Instructions for the task:
State the number of lines in the listing that contain "into". No further words are expected.

Data provided:

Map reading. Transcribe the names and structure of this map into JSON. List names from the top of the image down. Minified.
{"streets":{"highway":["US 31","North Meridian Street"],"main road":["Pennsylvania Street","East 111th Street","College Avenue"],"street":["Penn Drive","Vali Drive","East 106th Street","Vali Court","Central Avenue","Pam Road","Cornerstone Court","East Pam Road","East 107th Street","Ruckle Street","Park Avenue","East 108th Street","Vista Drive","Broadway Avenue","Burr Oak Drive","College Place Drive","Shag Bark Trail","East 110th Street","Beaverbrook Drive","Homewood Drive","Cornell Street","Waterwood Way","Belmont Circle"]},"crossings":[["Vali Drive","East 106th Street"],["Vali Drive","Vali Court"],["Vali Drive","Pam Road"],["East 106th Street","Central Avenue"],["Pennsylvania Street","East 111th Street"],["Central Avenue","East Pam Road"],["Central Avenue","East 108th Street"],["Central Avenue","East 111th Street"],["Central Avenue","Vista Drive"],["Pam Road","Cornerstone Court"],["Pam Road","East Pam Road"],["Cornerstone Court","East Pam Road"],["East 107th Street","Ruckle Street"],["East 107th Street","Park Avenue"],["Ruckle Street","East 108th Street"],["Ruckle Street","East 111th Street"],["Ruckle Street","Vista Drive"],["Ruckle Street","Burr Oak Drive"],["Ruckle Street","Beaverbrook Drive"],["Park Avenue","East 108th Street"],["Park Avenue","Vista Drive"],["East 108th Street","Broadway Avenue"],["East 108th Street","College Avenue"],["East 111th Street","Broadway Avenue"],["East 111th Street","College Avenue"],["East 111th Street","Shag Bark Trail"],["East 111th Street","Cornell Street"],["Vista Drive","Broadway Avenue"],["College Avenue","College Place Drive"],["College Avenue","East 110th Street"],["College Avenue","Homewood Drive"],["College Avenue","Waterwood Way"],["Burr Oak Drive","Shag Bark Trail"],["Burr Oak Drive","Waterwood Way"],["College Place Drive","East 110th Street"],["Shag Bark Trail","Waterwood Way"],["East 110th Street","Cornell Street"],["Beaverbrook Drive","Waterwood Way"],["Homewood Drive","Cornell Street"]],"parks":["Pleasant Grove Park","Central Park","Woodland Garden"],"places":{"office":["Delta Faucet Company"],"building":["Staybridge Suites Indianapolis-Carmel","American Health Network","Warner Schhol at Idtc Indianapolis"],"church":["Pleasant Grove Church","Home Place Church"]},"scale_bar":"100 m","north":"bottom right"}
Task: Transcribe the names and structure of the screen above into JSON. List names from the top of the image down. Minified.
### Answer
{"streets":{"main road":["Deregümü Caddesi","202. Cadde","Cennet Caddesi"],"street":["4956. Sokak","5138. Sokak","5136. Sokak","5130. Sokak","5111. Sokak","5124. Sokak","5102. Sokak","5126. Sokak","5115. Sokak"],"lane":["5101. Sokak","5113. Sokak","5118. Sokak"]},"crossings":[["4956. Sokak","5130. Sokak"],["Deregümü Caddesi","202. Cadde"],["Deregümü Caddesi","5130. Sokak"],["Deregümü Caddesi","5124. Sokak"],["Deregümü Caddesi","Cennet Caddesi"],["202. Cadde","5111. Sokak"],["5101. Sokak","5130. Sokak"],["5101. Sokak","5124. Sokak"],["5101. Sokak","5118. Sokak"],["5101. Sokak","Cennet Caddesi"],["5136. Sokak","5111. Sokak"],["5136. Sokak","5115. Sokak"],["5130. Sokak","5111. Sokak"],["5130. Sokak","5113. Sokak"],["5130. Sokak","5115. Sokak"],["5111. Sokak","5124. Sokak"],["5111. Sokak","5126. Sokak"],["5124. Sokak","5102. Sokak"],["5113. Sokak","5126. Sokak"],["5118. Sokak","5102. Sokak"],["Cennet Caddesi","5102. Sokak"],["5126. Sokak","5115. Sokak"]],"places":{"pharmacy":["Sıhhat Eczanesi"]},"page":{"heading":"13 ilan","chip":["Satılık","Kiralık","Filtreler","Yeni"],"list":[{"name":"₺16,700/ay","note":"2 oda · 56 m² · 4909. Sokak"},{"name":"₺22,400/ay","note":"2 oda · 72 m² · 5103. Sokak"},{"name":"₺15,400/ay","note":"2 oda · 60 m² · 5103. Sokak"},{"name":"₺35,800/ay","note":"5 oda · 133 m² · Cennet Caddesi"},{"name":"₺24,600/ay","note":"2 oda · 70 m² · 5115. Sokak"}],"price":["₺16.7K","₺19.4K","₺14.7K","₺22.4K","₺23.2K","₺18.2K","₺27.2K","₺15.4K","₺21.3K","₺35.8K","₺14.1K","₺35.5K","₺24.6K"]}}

Solution:
2